Stored data entries
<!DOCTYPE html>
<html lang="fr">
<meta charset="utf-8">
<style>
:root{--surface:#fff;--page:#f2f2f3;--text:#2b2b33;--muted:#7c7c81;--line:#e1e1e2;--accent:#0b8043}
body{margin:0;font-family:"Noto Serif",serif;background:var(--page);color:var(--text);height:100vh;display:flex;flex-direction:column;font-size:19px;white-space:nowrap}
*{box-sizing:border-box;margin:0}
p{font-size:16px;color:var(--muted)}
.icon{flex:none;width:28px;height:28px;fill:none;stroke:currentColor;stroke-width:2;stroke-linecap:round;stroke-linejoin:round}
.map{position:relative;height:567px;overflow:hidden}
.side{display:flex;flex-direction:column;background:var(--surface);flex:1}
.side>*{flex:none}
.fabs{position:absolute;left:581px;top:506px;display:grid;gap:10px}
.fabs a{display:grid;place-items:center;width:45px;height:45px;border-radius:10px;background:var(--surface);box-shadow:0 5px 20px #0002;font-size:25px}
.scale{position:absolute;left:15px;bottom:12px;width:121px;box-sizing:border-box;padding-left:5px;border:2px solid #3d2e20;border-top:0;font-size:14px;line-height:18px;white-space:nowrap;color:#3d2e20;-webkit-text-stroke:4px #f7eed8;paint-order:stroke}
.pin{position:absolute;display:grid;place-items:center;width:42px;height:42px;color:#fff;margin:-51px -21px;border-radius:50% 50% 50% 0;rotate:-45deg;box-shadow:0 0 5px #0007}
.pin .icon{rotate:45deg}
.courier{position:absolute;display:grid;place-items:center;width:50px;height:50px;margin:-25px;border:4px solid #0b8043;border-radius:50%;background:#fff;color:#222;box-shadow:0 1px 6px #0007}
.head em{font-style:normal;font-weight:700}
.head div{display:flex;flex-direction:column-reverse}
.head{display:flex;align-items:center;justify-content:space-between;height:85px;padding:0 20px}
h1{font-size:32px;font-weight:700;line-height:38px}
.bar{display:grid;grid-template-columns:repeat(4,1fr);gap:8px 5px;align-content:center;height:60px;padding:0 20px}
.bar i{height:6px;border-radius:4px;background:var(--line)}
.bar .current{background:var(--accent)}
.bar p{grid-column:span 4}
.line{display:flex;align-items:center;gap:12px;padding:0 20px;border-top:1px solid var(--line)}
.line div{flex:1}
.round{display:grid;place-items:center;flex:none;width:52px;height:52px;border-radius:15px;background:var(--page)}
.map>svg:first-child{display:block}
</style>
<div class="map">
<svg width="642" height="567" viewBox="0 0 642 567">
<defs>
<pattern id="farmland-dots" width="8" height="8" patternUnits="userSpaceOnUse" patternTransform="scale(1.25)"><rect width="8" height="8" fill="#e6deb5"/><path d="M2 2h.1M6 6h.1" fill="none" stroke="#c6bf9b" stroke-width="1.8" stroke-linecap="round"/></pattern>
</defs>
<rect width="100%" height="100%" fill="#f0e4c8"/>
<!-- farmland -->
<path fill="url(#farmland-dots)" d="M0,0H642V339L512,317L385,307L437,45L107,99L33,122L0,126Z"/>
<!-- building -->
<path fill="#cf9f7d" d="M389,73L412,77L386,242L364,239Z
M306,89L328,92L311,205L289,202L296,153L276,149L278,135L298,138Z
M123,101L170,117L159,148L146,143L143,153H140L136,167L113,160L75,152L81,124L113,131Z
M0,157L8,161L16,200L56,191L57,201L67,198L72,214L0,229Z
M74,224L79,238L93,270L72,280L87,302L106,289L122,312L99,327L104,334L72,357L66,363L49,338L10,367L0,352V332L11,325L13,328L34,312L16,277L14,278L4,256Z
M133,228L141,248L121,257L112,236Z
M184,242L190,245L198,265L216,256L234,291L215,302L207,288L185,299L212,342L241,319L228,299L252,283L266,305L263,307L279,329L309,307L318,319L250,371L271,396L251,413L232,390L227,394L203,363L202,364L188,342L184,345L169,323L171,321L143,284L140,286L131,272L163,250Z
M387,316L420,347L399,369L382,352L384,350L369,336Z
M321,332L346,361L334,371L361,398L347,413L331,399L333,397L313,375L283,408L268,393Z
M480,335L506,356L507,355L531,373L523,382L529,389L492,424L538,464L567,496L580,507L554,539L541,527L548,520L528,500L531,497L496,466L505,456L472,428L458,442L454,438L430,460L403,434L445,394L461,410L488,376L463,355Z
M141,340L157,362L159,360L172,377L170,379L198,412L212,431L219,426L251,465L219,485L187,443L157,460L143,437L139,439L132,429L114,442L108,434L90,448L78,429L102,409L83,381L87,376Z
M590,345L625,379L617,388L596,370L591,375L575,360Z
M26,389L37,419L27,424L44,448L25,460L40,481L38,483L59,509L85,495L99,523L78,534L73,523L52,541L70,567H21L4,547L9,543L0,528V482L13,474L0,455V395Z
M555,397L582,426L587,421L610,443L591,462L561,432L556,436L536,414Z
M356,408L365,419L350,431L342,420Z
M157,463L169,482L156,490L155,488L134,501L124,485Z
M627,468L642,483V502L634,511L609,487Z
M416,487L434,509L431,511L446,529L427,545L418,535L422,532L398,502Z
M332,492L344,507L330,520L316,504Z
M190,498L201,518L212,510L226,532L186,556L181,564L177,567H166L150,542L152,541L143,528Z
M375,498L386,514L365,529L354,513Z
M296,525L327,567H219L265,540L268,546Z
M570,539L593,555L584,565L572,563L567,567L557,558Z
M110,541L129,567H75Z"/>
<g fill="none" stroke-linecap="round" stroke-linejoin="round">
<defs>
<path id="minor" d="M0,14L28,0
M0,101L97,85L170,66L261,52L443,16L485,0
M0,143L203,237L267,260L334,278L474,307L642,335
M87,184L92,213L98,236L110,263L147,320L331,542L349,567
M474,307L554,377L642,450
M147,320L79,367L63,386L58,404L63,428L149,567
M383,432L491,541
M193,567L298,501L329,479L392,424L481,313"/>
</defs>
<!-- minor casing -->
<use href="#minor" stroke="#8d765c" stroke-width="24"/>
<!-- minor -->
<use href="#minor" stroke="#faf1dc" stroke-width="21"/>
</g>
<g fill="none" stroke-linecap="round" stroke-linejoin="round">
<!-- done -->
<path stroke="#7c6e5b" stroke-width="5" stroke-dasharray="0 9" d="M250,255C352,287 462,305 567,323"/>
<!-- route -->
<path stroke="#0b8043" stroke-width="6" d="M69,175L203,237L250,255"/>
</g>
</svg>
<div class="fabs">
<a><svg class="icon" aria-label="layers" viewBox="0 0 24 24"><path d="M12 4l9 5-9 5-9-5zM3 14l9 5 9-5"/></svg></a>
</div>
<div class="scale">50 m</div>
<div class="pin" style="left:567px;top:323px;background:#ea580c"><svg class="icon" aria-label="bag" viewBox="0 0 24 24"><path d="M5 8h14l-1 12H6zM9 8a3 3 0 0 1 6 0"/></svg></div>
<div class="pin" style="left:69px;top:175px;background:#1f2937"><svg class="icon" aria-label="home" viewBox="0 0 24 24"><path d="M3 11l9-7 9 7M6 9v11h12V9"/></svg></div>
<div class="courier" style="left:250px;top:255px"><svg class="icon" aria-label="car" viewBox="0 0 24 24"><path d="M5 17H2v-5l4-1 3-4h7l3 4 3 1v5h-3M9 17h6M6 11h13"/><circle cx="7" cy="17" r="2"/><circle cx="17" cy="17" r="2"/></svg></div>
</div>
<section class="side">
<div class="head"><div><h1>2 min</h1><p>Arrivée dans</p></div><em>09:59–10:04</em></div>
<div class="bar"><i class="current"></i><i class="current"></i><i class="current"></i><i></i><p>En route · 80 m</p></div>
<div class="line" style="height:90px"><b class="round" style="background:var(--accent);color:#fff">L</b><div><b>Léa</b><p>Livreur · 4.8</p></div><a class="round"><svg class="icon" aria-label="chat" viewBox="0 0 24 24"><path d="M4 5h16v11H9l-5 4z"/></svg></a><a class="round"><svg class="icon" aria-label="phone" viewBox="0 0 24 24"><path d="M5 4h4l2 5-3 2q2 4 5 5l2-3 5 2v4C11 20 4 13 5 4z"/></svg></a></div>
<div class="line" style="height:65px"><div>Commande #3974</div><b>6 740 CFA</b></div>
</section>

◆ Problem
Filter the records down to the lines containing the word "position", and copy those.

◆ Answer space
.map{position:relative;height:567px;overflow:hidden}
.fabs{position:absolute;left:581px;top:506px;display:grid;gap:10px}
.scale{position:absolute;left:15px;bottom:12px;width:121px;box-sizing:border-box;padding-left:5px;border:2px solid #3d2e20;border-top:0;font-size:14px;line-height:18px;white-space:nowrap;color:#3d2e20;-webkit-text-stroke:4px #f7eed8;paint-order:stroke}
.pin{position:absolute;display:grid;place-items:center;width:42px;height:42px;color:#fff;margin:-51px -21px;border-radius:50% 50% 50% 0;rotate:-45deg;box-shadow:0 0 5px #0007}
.courier{position:absolute;display:grid;place-items:center;width:50px;height:50px;margin:-25px;border:4px solid #0b8043;border-radius:50%;background:#fff;color:#222;box-shadow:0 1px 6px #0007}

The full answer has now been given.